Begin with the 3 R’s of ‘reduce, reuse, recycle’  to mitigate the consumption  of  non-biodegradable products. Refuse tissue paper that is not made from recycled paper.

Say ‘no’ to plastic lined sanitary napkins and diapers, styrofoam articles and  all single use plastics.  Carry your own cutlery, water bottle, coffee cups, metal straws and take a few cotton bags with you every time you go shopping.  Switch to bamboo toothbrushes and ear buds.

Reduce energy consumption, replace CFL bulbs with LEDs and switch to energy-efficient appliances. 

Minimise  water wastage by fixing dripping taps, recycle grey water if possible for non-potable purposes and explore  basic rainwater harvesting.

You could also switch to a locally and sustainably grown plant-based diet as it reduces greenhouse gas emissions. 

Manage and segregate waste at source. I also compost all the wet waste at home to fertilise my plants.

Choose  chemical-free cleaning products.

And the final step would be to plant more indigenous trees.

Afforestation is an important part of tackling climate change and we can join forces with individuals and organisations that are working to increase the green cover of the planet, one sapling at a time. Having  planted more than  8000  trees over the years to commemorate birthdays and anniversaries, I cannot put into words the joy such a gift brings to both humans and the planet.

Doing my bit for Mother Earth also includes carrying my very own metal water bottle everywhere. At last count, just this small action  prevented over 12000 plastic bottles from reaching the ocean over a span of 8 years.

When Avyaan was born, it was important for me to ensure every piece of clothing and even the diapers that touched his skin were plastic-free and organic.

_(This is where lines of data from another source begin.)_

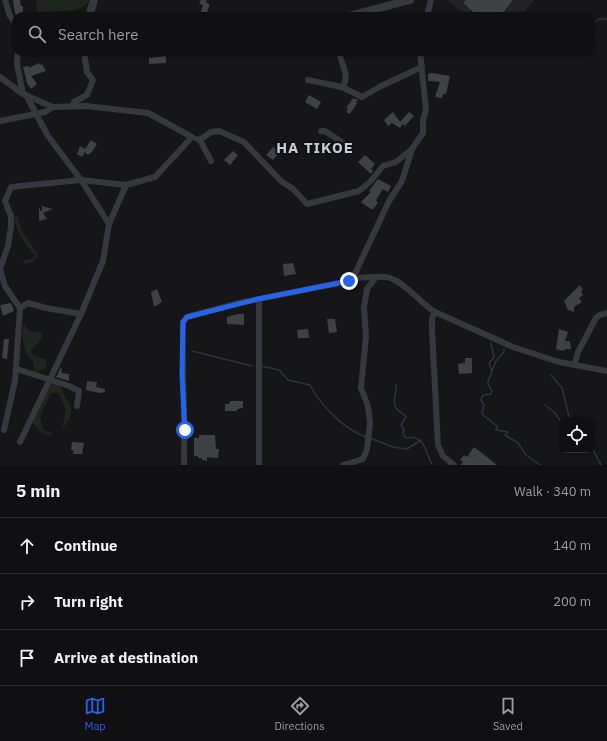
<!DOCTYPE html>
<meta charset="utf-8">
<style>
body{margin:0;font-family:"IBM Plex Sans",sans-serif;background:#19191b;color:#f1f3f6}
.controls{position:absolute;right:12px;bottom:12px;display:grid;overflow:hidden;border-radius:8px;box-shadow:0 1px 3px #0004}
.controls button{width:36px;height:36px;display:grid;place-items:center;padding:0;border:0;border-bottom:1px solid #303032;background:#101012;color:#f1f3f6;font:20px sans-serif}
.stop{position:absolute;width:12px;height:12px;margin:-9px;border:3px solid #2563eb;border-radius:50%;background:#fff}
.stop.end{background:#2563eb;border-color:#fff;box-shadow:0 1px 4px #0008}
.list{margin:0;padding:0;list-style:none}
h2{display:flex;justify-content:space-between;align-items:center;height:52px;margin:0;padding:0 16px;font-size:17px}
h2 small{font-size:13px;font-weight:400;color:#9c9d9f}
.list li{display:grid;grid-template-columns:26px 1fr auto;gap:12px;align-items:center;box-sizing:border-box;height:56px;padding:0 16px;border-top:1px solid #303032}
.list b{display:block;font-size:15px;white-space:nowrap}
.list em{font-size:13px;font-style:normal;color:#9c9d9f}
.icon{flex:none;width:22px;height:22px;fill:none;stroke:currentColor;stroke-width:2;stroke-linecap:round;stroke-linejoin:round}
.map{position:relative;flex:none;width:607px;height:465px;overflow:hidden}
.search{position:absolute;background:#101012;box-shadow:0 1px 3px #0004;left:12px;right:12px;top:12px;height:44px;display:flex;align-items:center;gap:10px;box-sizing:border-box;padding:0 14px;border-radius:12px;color:#9c9d9f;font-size:15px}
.sheet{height:220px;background:#101012}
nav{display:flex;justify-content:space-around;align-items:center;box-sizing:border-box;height:56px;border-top:1px solid #303032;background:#101012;font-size:11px;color:#9c9d9f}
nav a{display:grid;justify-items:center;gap:2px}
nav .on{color:#2563eb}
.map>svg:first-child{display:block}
.built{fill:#222225}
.green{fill:#1e261f}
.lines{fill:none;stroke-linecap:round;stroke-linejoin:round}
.stream{stroke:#2c353c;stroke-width:1.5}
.building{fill:#404145}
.minor{stroke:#37383d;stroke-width:6}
.tertiary{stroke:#37383d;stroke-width:8}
.route{stroke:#2563eb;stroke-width:5}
.labels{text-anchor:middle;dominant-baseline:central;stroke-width:4;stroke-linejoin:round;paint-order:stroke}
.district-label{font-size:15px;font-weight:bold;letter-spacing:1px;fill:#c9ccd4;stroke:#111113}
</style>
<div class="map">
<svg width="607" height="465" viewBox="0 0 607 465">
<rect width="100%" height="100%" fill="#161618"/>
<polygon class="built" points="446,0 534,0 521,16 467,16"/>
<g class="green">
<path d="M 36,0 L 89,0 C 85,14 50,11 37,12 Z"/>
<path d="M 17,215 L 22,231 L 38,254 C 37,261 30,265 23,263 L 23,261 L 33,258 L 35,255 C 25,245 16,231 14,217 Z"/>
<path d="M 23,323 L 29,331 L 42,333 L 42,337 L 31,351 L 34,355 L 47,360 L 46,367 L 38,372 L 33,371 C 36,362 31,360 27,354 C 24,349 21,330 23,323 Z"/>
<path d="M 56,382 C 61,386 62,391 65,396 C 74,411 73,415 62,430 L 66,409 L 58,393 L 51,393 L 40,416 L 43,430 L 52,433 L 52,435 L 44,435 L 31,421 L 51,384 Z"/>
</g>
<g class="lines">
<g class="stream">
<polyline points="591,25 599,19 607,19"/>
<path d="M 491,343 L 494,357 L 489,363 L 492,371 C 490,380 484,380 492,391 L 491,394 L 483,395 L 481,400 L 484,405 L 482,414 L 497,426 L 496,430 L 508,432 L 505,435 L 518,443 L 526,455 L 540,465"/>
<polyline points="192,351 252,366"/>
<path d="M 261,366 L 279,370 L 288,380 L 310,385 C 321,406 344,429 366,437"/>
<polyline points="492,371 496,361 504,352 504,349"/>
<polyline points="551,375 562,388 570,420"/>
<path d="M 396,385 C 398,392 391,400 396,408 C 399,412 403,413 406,417 L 401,425 L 404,429 L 403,434 L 406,438 C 424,434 426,452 432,465"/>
<polyline points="545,405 554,412 562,423"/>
<polyline points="370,438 393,447 407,449 421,440"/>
<polyline points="592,448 601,465"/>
</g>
</g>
<g class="building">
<polygon points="13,0 20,0 21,6 23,6 23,16 15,14"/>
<polygon points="201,0 207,0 206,2 210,5 207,11 214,16 199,16 203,6 199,3"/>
<polygon points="466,0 513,0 500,16 478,16 463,3"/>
<polygon points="166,56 166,63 149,64 149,58"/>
<polygon points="39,63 40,65 42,64 46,71 31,76 37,84 31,89 27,83 23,67 29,66 29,68"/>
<polygon points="432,73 450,76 446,94 443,94 442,98 435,97 440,82 428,81 428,74"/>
<polygon points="309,95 321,102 317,109 305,102"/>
<polygon points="353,98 358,100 356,102 357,103 350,114 346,112 348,109 346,108"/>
<polygon points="393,112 400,122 409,112 414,116 405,126 403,124 400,128 392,123 388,126 384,120"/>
<polygon points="91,140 97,144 92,152 88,155 85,152 82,157 77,154 80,146 85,149"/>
<polygon points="273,147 280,152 273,160 266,155"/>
<polygon points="233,151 238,155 230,165 224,160"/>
<polygon points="365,155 375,164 371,169 373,171 371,174 358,162"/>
<polygon points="378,179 391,186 388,192 383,189 376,200 378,203 372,210 361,202 371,192 369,191"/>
<polygon points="42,206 53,209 43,213 47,219 39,221 39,208 42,212"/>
<polygon points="293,263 296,274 284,276 283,264"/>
<polygon points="580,285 583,290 581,291 583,295 579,298 582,302 574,307 574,312 568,310 564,301"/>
<polygon points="157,289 162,302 154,307 151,292"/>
<polygon points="11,303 14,311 3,316 0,305"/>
<polygon points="238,314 244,314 244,325 227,324 227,317"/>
<polygon points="327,319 335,319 337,332 329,333"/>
<polygon points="308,329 309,338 298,338 297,330"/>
<polygon points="559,329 568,332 565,341 570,341 571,349 566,349 563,351 556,349"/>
<polygon points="4,339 9,339 7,359 2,358"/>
<polygon points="465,358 472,358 472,373 459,374 458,364 465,363"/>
<polygon points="61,367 62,373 69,374 69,381 56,377"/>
<polygon points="87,381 97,382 96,387 105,389 105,392 99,393 86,390"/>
<polygon points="230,401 243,401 243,408 237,409 237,411 225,411 225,404 229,404"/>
<polygon points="199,435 215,435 216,449 219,449 218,458 207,457 207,461 202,460 202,458 198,458 198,456 194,456 194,438 199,438"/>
<polygon points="72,442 84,443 82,454 73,454 74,451 71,450"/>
<polygon points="474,447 483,454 497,465 460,465 463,462 460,460 464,455 467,457"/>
</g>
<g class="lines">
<g class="minor">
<polyline points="5,0 10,16 16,24"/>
<polyline points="427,16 431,0"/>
<polyline points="18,52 17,64 23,94"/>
<path d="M 339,52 C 341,64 351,77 342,87"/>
<polyline points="0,77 23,94 53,107 86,106 148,113 192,137 155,177 126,185 81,180 11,187 5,201 11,216 11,227 8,246 0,269 5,286 20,308 15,381 4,430"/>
<polyline points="308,80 342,87 362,97 381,86 422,67"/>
<polyline points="73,106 74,102 87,95 93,80 87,72 84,52"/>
<polyline points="0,121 45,112 53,107"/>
<polyline points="321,131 325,131 343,143 342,145"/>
<polyline points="197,139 200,140 211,161"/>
<polyline points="200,140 211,132 219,131 244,142 281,181 293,189 307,204 359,191 371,181 383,166 396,162 412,149"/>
<polyline points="109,224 126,185"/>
<polyline points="353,278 389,201 402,181 412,149 423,133 423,120 426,110 420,52"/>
<polyline points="259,299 259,465"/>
<polyline points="20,308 28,303 46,308 81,314"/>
<polyline points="435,312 432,318 432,330 438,445 443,456 454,465"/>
<polyline points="575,363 578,352 596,318 600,315 607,313"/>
<polyline points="17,369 69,386 79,391 77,406"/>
<polyline points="20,442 81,314 103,261 109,224 81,180 48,136 26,95"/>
<path d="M 184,465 C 185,417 182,370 183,322 L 187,317 L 239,303 L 349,281 L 353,278 C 364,278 380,275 390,278 C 407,284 420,303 435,312 L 513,347 L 559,362 L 607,371"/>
<polyline points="343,465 363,459 367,449 370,423 368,406 361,388 366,336 364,307 367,289 376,277"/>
</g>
<g class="tertiary">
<polyline points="89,16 94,0"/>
<polyline points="348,16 410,0"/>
</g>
</g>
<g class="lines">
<polyline class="route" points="185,430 182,375 183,322 187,317 258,299 349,281"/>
</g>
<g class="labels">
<g class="district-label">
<text x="315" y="147">HA TIKOE</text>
</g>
</g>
</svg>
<div class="controls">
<button><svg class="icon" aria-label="locate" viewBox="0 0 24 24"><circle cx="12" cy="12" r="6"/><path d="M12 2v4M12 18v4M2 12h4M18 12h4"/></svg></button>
</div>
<div class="stop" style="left:185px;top:430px"></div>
<div class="stop end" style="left:349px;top:281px"></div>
<div class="search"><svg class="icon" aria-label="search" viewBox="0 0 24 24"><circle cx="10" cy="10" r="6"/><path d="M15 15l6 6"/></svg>Search here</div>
</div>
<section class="sheet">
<h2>5 min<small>Walk · 340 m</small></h2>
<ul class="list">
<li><svg class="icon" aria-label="ahead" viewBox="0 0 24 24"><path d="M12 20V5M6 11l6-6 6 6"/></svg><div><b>Continue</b></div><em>140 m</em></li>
<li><svg class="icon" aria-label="right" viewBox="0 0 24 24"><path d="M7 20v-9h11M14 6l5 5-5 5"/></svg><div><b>Turn right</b></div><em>200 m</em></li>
<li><svg class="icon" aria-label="arrive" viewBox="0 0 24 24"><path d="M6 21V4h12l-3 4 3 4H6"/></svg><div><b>Arrive at destination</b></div></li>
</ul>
</section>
<nav>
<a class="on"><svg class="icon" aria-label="map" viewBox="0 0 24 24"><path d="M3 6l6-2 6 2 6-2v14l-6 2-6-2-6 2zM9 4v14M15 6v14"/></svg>Map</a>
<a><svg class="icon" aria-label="directions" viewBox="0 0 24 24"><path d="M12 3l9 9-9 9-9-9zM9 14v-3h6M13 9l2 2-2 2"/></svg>Directions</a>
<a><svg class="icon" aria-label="saved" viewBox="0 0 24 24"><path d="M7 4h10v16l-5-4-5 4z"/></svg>Saved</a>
</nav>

Whether it is a beach cleaning initiative, a start-up that converts plastic bottles into shoes or a green warrior like Jadav “Molai” Payeng  who single-handedly planted saplings along a dry sandbar by the Brahmaputra to create a  50 hectare forest, the point is simply this. We can all  bring more sustainability to our lives in our own unique ways. 

Environmental pioneer Barbara Ward once said, “We have forgotten how to be good guests, how to walk lightly on the earth as its other creatures do.” It is time to walk lightly on earth, be gentle with it  because our survival as a race depends on not exhausting its resources or taking its resilience and generosity for granted.